#### EXERCISE MATERIAL

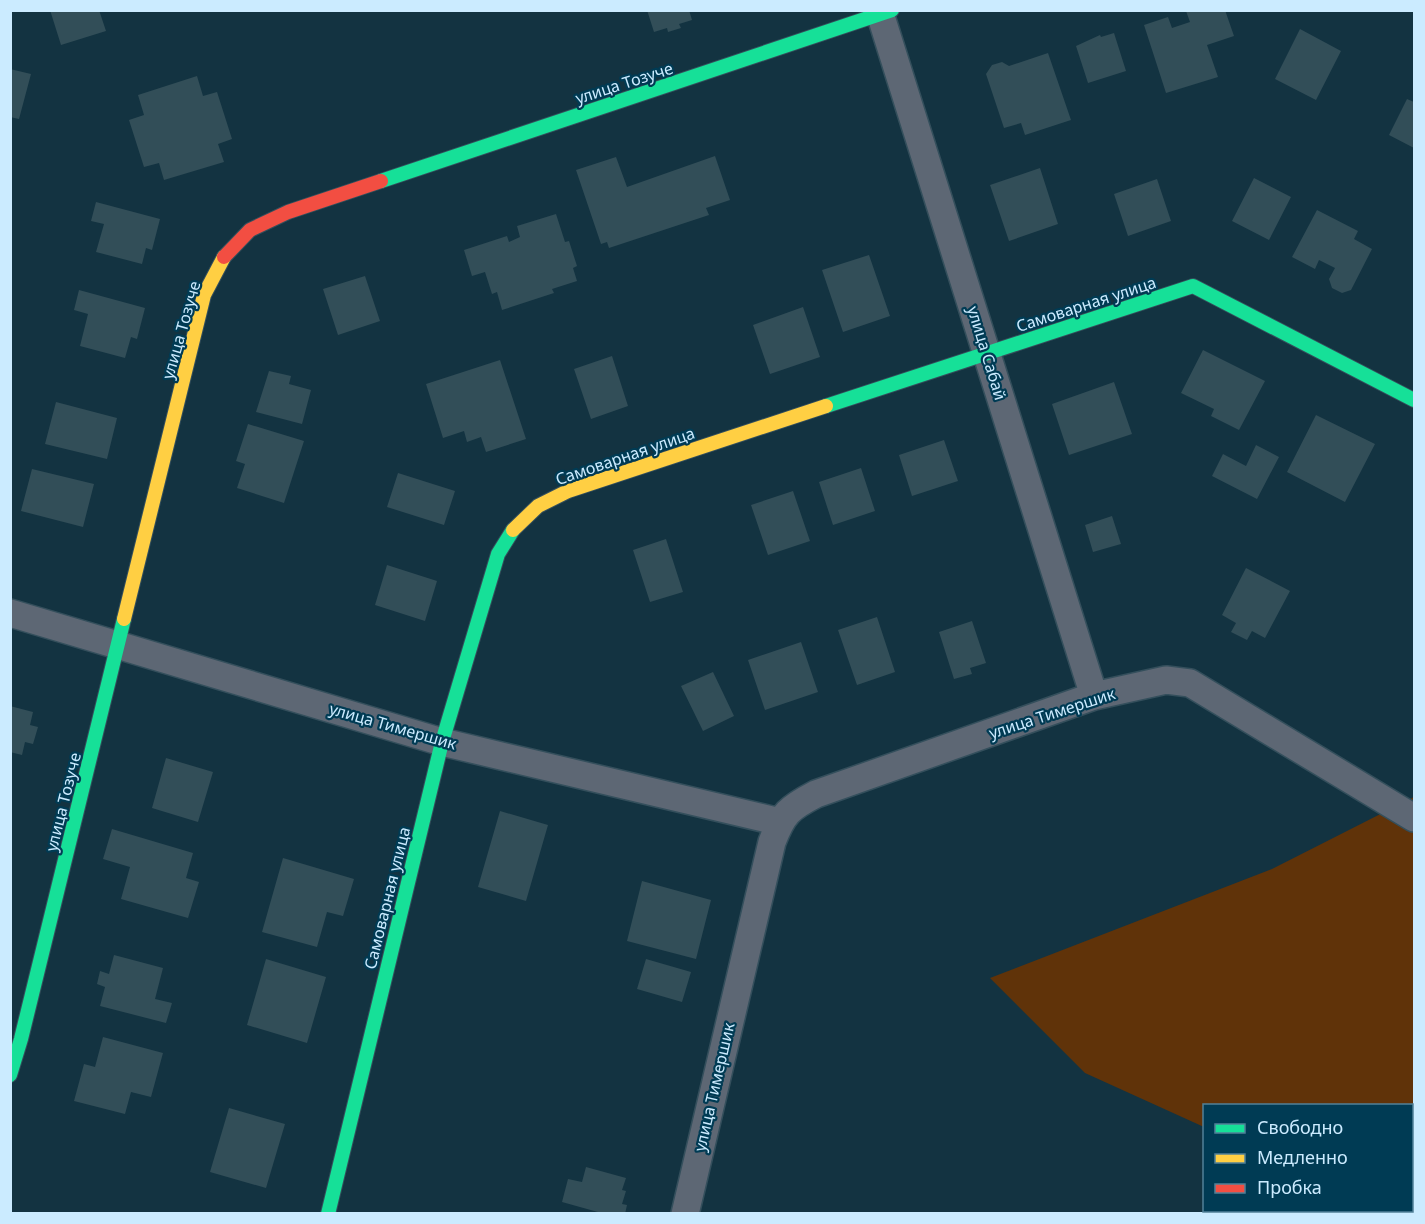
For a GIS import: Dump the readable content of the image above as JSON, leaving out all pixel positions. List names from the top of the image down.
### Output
{
  "streets": {
    "street": [
      "улица Тозуче",
      "Самоварная улица",
      "улица Сабай",
      "улица Тимершик"
    ]
  },
  "crossings": [
    ["улица Тозуче", "улица Сабай"],
    ["улица Тозуче", "улица Тимершик"],
    ["Самоварная улица", "улица Сабай"],
    ["Самоварная улица", "улица Тимершик"],
    ["улица Сабай", "улица Тимершик"]
  ],
  "legend": ["Свободно", "Медленно", "Пробка"]
}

########

TASK TO COMPLETE: Since the pictures are not wanted, copy only the text of the records above, exactly.

OUTPUT:
For a GIS import: Dump the readable content of the image above as JSON, leaving out all pixel positions. List names from the top of the image down.
### Output
{
  "streets": {
    "street": [
      "улица Тозуче",
      "Самоварная улица",
      "улица Сабай",
      "улица Тимершик"
    ]
  },
  "crossings": [
    ["улица Тозуче", "улица Сабай"],
    ["улица Тозуче", "улица Тимершик"],
    ["Самоварная улица", "улица Сабай"],
    ["Самоварная улица", "улица Тимершик"],
    ["улица Сабай", "улица Тимершик"]
  ],
  "legend": ["Свободно", "Медленно", "Пробка"]
}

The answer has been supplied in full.